Plusieurs musiciens de jazz le considéreront comme leur maître dans
l'art de la composition; en revanche, ceux-ci lui apprirent le jazz
moderne, tel que le be-bop, dont l'influence se perçoit dans plusieurs de
ses oeuvres américaines.
Parmi ceux que le jazz
ne laissèrent certainement pas indifférent, citons le tchèque Bohuslav
Martinu. Son œuvre, Le Jazz de 1928, symbolise parfaitement
ce Jazz symphonique tel que l'avait importé en Europe Paul Whiteman,
oeuvre plutôt anecdotique et marginale dans la riche production de
Martinu. Retenons plutôt La revue de cuisine, une suite de
jazz. Signalons tout particulièrement le petit opéra Les larmes du
couteau, pièce radiophonique (1928) avec accompagnement d'orchestre
de jazz.
Plus proche de notre
époque, Dmitri Chostakovitch compose ses deux Suites de jazz (1937-1938)
sans autre intention que de fournir un divertissement de qualité.
Rappelons également le plaisant Tahiti Trot.
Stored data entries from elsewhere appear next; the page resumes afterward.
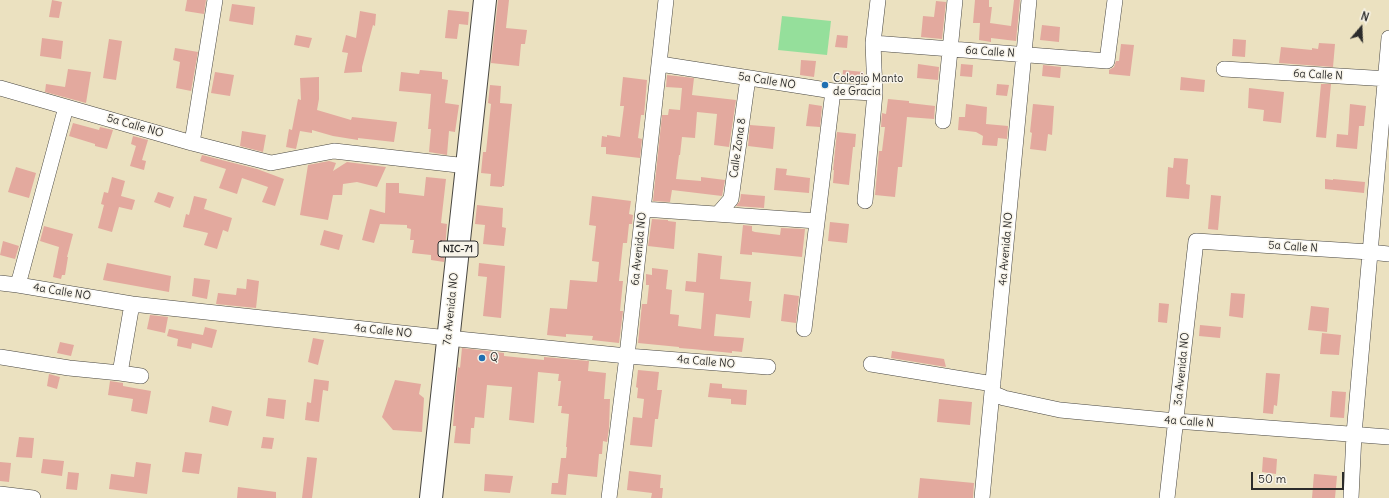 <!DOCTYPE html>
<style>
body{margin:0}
#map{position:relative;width:1389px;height:498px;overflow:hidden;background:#ebe1c0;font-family:Delius,sans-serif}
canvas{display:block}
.north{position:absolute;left:1341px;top:8px;width:40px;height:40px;-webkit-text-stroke:3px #f7f3e8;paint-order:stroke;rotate:19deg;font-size:11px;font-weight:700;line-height:16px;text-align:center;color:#2b2b2b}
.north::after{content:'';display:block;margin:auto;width:14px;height:18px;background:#2b2b2b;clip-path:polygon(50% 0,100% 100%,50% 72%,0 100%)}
.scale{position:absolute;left:1251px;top:472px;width:93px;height:18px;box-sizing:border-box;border:2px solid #2b2b2b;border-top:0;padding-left:5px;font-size:12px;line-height:14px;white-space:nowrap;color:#2b2b2b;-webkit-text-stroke:3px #f7f3e8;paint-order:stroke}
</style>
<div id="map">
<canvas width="1389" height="498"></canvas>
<div class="north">N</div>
<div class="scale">50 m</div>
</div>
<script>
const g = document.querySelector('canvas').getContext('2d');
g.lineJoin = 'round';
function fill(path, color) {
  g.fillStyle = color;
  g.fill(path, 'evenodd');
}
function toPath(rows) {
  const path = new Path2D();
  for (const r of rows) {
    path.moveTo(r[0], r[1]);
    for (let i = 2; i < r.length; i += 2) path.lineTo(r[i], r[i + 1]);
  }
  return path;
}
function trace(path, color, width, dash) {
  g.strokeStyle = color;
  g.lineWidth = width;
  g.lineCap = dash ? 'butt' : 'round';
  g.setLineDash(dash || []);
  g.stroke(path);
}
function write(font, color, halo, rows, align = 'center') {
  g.font = font + ' Delius,sans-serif';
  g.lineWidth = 3;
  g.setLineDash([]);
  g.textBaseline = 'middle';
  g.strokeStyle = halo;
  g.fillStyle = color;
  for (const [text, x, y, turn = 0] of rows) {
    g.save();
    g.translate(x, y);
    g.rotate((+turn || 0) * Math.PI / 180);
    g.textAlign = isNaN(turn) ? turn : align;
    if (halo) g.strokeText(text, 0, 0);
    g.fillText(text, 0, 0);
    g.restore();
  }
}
fill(toPath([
 [782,16,831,21,827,55,778,50]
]), '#95df9b');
fill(toPath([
 [52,0,62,2,59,18,49,17],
 [187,0,206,0,204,14,185,11],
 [498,0,509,0,506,28,527,30,525,44,521,44,519,66,491,63],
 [975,0,989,0,989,7,992,7,990,23,1011,26,1014,0,1020,0,1016,41,991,38,991,42,979,40,980,23,973,23],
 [936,1,946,2,942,39,921,37,923,16,934,17],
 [232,4,255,7,253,25,229,21],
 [448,10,469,12,468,25,459,24,457,39,445,38],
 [360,11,376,14,375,26,373,25,362,67,362,72,344,73,348,53,342,52,346,35,356,38],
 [1042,25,1060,27,1059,42,1040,40],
 [296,35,312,38,309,48,294,45],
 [837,35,848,36,847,48,835,47],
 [42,38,63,41,61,59,40,56],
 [109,39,122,41,116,80,103,78],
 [1233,39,1246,40,1245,57,1232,56],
 [1319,43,1335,44,1333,67,1279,63,1281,47,1312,50,1312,48,1318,49],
 [1121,44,1134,45,1130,76,1109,74,1109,70,1114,67,1116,61,1119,61],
 [175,48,198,52,191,91,176,88,180,62,173,60],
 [801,60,816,61,814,77,800,75],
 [918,64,939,67,938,80,917,78],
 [961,64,973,65,972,77,960,76],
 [1043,65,1061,67,1060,78,1042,76],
 [68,69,91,72,86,103,45,92,46,84,65,87],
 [420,70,442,72,442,79,448,80,445,103,459,105,455,132,449,131,447,155,429,152,431,129,428,129,431,94,399,91,401,72,419,74],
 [843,70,864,72,863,83,842,82],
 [215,72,234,75,230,96,211,93],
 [667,75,694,78,692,95,736,100,729,147,714,145,717,114,697,112,695,138,682,137,680,155,679,155,676,179,701,181,701,177,725,180,722,196,672,190,670,202,653,201,662,115,668,115,669,109,680,110,682,88,666,87],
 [319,77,319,99,317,110,351,120,352,117,397,122,394,142,358,138,358,140,333,136,312,130,312,133,300,131,296,149,286,147,289,129,292,130,298,99,301,100,300,78],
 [623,77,647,80,644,115,641,115,638,138,642,139,640,158,606,154,606,147,601,147,602,136,607,137,607,135,620,137,624,106,620,106],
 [1181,77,1205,80,1204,92,1180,90],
 [997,84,1009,85,1007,96,996,95],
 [1321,84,1331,84,1326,138,1316,137],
 [490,85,501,86,500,103,512,104,504,186,502,186,502,187,490,186,491,174,481,173,483,152,486,152,491,104,488,103],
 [1249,88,1284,92,1281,123,1263,121,1264,110,1248,108],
 [888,99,909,101,909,103,935,106,934,119,907,117,902,167,898,167,895,197,875,195,879,151,882,151,885,127,881,127,882,113,886,114],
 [809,104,822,106,820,127,806,126],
 [966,104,987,107,986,124,1008,126,1007,139,998,138,997,146,982,145,983,136,976,132,958,130,959,117,965,117],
 [1033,104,1054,106,1052,135,1048,134,1046,151,1030,149,1032,133,1030,132],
 [1350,104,1366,106,1364,126,1359,126,1357,149,1336,147,1337,134,1348,135],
 [73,123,99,130,100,127,113,130,107,149,95,146,95,144,69,136],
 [750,125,775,127,773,149,748,146],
 [242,131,266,135,263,152,240,146],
 [837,132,856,134,855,147,853,147,849,185,833,183,834,170,833,170],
 [133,136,148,140,142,160,146,161,144,170,130,166,136,146,131,144],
 [202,155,257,169,284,179,275,206,262,202,268,187,242,178,237,194,219,188,226,169,200,161],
 [1174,158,1188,159,1186,184,1190,185,1189,199,1166,197,1168,167,1173,168],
 [329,161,336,163,333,171,347,162,386,167,377,187,357,182,343,184,342,195,333,195,328,220,300,215,308,165],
 [16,167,36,173,29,198,8,192],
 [776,168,787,169,786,175,810,178,809,193,774,190],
 [112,177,125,181,121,196,135,200,132,210,119,207,112,232,98,228,104,205,101,204,104,192,108,193],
 [426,177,446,179,441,223,447,224,444,262,431,260,431,255,412,253,414,240,410,240,411,229,407,228,407,225,380,224,374,243,362,240,370,209,385,213,386,183,399,183,399,193,424,196],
 [1325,179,1333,180,1333,179,1365,182,1364,193,1325,189],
 [158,192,174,197,170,208,154,202],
 [741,194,765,196,764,208,736,206,740,201],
 [1211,195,1221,196,1218,230,1208,229],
 [194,196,207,199,204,209,232,218,228,232,223,230,217,249,204,245,208,233,183,227,186,214,189,215],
 [592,196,631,201,629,214,633,215,632,224,629,224,627,243,623,243,619,281,623,281,620,311,623,311,619,343,592,340,593,336,566,334,566,337,547,335,550,308,567,309,570,280,597,282,599,262,592,261,596,226,589,225],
 [477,205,503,208,502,227,506,228,504,246,483,244,485,225,475,224],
 [652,219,668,220,668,221,676,222,674,249,648,246],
 [830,222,849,224,847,243,828,241],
 [743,225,752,226,752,231,755,232,780,235,781,228,805,229,802,257,752,252,752,255,740,254],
 [44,226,73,234,67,257,68,257,65,275,62,275,61,279,53,277,59,247,40,241],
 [324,230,343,235,339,250,320,245],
 [3,241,19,246,15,259,0,255],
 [698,253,722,256,720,279,751,282,749,301,752,301,750,318,716,314,714,336,744,338,742,352,732,351,732,353,692,349,679,348,679,347,638,343,642,304,647,304,649,285,646,285,646,274,652,275,652,268,668,270,666,289,672,290,670,314,679,315,678,326,701,329,704,293,685,291,686,281,696,282],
 [107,263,171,276,169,292,103,280],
 [479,263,505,266,501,318,483,316,487,277,478,276],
 [194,278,210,280,207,299,192,296],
 [247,279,259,281,256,308,216,304,218,293,236,295,237,288,246,289],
 [1231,293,1245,294,1243,318,1229,316],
 [784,294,799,296,796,323,781,321],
 [1159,303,1169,304,1167,323,1158,322],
 [1311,306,1329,308,1327,332,1308,330],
 [150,315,168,317,165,333,147,329],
 [1200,325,1221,327,1220,338,1199,336],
 [205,327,217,330,212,348,192,343,191,349,177,346,178,339,167,336,169,329,203,335],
 [1322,333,1341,335,1339,355,1320,354],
 [313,338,324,340,318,365,308,362],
 [60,342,74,345,71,356,57,353],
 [462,348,504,353,504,356,544,360,544,357,589,361,588,371,606,373,604,399,610,399,609,428,607,442,603,441,602,454,599,454,597,477,568,474,566,495,551,494,552,483,558,483,561,458,566,458,567,447,566,447,569,414,561,413,562,406,558,406,561,381,558,381,559,374,538,372,534,423,509,420,512,387,487,385,484,418,475,417,474,428,471,428,470,444,454,443,456,426,453,426,455,396,458,367,460,368],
 [892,351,944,359,946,367,891,358],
 [638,370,659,372,657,390,662,390,658,419,655,419,652,447,630,445,633,417,642,418,644,399,637,398,638,388,636,387],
 [1266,373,1280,374,1277,406,1274,405,1273,414,1263,413],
 [49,374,60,377,57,389,47,386],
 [314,379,329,381,328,391,323,390,319,422,305,420,307,402,311,403],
 [395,380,421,384,419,394,424,398,422,432,393,430,382,417],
 [110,381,123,383,123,386,151,391,147,414,131,411,133,399,108,395],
 [710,383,722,384,722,388,747,390,746,405,731,404,731,399,708,397],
 [1332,391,1346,392,1344,418,1330,417],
 [268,398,286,400,284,419,266,416],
 [939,399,972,402,970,425,937,422],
 [212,406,232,411,228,426,209,422],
 [19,437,34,438,32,458,16,457],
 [263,437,274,438,272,449,261,448],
 [185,452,202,454,199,474,182,472],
 [307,457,317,458,312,498,302,498],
 [1263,457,1277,459,1276,474,1262,472],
 [43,459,64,461,62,476,41,473],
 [0,462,11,463,9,482,0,481],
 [136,462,151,464,147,494,109,489,111,474,134,477],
 [629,471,661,475,660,488,663,488,662,498,651,498,652,493,627,490],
 [68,472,79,473,77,490,66,489],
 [485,474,513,476,510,493,484,491],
 [1314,474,1337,476,1335,498,1312,498],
 [920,478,974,483,973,498,918,498],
 [238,487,276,492,276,498,237,498]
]), '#e3a99e');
const minor = toPath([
 [873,43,1107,61,1115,0],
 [660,64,833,91,875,93],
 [1224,69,1389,79],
 [0,88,192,143,271,163,334,151,467,166],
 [943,121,955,0],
 [192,143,215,0],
 [865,201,875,93,873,43,878,0],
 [643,209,817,221],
 [718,214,731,199,748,78],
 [0,283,18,285,132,304,448,338,627,356,768,367],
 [18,285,66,107],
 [804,329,833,91],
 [0,357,69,368,120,373,141,376],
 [871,364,993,384],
 [120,373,132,304],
 [992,393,1004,398,1060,410,1176,421,1389,437],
 [0,494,33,498],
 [609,498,627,356,666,0],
 [982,498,1029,0],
 [1167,498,1196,241,1370,252,1389,254],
 [1351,498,1354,434,1389,38]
]);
const trunk = toPath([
 [431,498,485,0]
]);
trace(minor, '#484641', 16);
trace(trunk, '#484641', 24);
trace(minor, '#fff', 15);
trace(trunk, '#fff', 22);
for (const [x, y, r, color] of [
 [825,85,4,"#1f6fb2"],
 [482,358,4,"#1f6fb2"]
]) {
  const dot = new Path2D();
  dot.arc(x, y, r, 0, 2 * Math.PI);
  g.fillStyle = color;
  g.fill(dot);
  trace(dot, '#f7f3e8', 1.5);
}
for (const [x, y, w] of [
 [458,249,40]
]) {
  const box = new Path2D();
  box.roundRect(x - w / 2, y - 8, w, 16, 3);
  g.fillStyle = '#f7f3e8';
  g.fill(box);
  trace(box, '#2b2b2b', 1);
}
write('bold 10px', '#2b2b2b', null, [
 ["NIC-71",458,249]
]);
write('11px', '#2b2b2b', '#f7f3e8', [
 ["6a Calle N",990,52,4],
 ["6a Calle N",1318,75,3],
 ["5a Calle NO",767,81,9],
 ["5a Calle NO",135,126,16],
 ["Calle Zona 8",738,148,-82],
 ["5a Calle N",1293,247,4],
 ["6a Avenida NO",639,249,-84],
 ["4a Avenida NO",1006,249,-85],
 ["4a Calle NO",62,292,9],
 ["7a Avenida NO",451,309,-84],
 ["4a Calle NO",383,331,6],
 ["4a Calle NO",706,362,5],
 ["3a Avenida NO",1182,369,-84],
 ["4a Calle N",1189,422,4]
]);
write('11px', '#2b2b2b', '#f7f3e8', [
 ["Colegio Manto",833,79],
 ["de Gracia",833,92],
 ["Q",490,358]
], 'left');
</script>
Nous sommes
proche de la musique dite légère. Langage qu'il utilisera pour ses
comédies musicales et ses musiques de film, tel que Mort en
sursis par exemple.
Curieuse est la
démarche du Suisse Rolf Lieberman qui dans son oeuvre Concerto for
Jazz Band and Orchestra (1954) n'hésite pas à associer orchestre
symphonique et jazz-band, deux ensembles aux colorations si différentes
et qui interviennent à tour de rôle. Musicien humaniste encore trop
méconnu, Bernd Aloys Zimmermann eut vis-à-vis du jazz une attitude des
plus accueillante. Ainsi dans son Concerto pour trompette (1954) basé sur
le spiritual Nobody knows the trouble I've seen , les cordes
sont remplacées par un effectif de vents renforcé de 7 saxophones.
L'instrumentation fait appel à une clarinette de jazz, un trombone de
jazz et 3 percussions jouées par des musiciens de jazz. La partition
signale avec précision toutes les syncopes qui doivent être rendues par
les instruments traditionnels, en particulier les cordes, tandis qu'elle
ne les signale pas pour les parties jouées par les musiciens de jazz.
Dans son opéra de 1965 Die Soldaten il tente d'exprimer une
scène de café , une discussion animée entre officiers, à l'aide de
cette "ivresse fascinante" qu'il trouve dans le jazz. Autre
oeuvre très significative, le Requiem für einen jungen
Dichter (1969). Oeuvre qui s'appuie essentiellement sur le texte. Le
texte crée l'unité de l'oeuvre. Tout autour, s'organise une combinaison
d'éléments parlés, d'allusions à l'actualité, de sons orchestraux et
électroniques et de références au jazz.